*What to do:* In the listing below, find each line that holds the string "Freixe" and copy it.

>>>

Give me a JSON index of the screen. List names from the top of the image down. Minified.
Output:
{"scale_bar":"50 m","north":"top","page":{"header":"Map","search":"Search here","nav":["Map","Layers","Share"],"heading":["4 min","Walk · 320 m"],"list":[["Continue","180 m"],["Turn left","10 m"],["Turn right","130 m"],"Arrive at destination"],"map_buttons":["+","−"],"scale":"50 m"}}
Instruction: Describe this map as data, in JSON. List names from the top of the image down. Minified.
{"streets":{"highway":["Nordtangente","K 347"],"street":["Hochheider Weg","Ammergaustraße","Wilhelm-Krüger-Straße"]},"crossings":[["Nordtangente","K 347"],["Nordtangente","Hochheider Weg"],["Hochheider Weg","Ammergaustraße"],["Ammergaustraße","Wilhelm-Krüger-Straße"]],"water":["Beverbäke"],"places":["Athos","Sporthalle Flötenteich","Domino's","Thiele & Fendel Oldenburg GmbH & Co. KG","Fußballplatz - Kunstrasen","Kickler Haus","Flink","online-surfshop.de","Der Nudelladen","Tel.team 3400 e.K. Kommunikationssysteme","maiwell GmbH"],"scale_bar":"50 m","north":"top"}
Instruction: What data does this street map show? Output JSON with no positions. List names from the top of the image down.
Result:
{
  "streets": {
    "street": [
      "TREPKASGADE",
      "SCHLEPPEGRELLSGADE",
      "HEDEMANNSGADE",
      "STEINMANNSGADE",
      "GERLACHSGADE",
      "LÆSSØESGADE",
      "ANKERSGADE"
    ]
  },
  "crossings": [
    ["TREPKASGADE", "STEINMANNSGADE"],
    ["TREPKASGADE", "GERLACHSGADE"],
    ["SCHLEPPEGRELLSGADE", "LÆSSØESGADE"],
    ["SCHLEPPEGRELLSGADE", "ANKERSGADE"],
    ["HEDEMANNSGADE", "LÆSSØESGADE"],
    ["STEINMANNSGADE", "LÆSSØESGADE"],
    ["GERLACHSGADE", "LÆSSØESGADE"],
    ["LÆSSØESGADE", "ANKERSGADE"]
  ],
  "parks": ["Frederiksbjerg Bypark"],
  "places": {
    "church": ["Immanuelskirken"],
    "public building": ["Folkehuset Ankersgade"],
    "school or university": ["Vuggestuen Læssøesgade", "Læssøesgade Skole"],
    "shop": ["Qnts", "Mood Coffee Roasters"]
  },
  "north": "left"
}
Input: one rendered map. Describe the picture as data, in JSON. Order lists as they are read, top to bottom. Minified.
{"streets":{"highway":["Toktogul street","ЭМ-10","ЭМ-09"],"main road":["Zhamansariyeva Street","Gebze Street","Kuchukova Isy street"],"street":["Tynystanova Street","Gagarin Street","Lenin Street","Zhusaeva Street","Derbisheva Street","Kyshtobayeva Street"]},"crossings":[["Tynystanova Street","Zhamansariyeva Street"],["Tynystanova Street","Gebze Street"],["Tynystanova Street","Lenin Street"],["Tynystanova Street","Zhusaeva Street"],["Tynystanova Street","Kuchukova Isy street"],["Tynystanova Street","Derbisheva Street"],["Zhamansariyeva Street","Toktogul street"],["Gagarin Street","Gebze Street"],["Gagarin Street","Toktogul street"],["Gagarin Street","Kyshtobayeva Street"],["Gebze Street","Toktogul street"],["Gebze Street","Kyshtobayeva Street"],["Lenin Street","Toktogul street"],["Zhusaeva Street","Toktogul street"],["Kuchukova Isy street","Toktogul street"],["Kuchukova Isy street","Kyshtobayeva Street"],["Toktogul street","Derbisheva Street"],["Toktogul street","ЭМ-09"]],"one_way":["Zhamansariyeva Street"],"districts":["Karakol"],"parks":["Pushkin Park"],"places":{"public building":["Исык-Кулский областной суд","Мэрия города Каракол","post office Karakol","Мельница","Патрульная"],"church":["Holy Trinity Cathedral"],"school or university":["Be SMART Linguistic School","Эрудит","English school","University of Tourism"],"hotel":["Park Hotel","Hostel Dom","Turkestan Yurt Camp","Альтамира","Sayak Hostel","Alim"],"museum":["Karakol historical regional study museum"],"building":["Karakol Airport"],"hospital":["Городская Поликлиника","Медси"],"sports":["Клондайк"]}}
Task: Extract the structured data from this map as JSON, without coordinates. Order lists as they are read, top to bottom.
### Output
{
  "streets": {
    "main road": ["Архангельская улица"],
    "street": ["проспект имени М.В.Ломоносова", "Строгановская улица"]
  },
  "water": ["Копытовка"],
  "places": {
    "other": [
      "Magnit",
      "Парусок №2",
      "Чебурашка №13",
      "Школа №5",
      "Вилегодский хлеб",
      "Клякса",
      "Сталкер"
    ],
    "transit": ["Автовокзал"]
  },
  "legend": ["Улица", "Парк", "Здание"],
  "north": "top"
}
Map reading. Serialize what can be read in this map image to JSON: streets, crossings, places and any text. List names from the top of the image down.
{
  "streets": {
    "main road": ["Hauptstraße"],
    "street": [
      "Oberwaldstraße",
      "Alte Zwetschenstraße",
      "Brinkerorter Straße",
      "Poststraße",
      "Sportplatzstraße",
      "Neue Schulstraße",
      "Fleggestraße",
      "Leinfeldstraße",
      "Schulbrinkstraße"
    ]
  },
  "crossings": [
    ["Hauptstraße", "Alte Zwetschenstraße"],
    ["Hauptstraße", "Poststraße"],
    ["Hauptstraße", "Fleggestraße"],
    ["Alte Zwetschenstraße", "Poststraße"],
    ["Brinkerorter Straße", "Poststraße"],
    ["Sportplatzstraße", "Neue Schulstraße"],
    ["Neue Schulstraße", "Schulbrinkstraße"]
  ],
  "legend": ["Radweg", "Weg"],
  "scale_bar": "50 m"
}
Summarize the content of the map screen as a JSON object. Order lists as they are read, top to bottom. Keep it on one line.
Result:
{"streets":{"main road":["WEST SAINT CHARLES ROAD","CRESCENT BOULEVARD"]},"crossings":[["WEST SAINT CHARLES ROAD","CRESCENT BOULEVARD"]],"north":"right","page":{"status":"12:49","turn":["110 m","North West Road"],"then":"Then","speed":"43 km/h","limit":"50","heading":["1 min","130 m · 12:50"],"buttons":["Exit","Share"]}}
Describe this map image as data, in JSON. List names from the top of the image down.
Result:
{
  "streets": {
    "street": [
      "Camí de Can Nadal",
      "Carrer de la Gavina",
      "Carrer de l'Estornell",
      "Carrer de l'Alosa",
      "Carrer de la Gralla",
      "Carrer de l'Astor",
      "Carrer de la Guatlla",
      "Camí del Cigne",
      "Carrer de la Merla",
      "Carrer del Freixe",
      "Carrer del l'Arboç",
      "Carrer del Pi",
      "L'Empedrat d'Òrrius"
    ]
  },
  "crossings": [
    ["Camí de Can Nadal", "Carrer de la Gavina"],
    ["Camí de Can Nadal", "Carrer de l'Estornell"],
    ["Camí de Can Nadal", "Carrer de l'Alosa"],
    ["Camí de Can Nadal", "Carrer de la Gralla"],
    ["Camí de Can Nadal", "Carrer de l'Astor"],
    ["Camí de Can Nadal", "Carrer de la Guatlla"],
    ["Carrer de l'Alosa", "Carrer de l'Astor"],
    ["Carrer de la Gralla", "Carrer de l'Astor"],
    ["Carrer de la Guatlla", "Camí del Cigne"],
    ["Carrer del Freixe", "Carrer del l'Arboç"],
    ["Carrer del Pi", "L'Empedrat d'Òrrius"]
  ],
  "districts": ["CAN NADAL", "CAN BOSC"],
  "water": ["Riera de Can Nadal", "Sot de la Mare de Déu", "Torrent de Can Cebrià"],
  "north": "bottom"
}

<<<

*Task response:*
      "Carrer del Freixe",
    ["Carrer del Freixe", "Carrer del l'Arboç"],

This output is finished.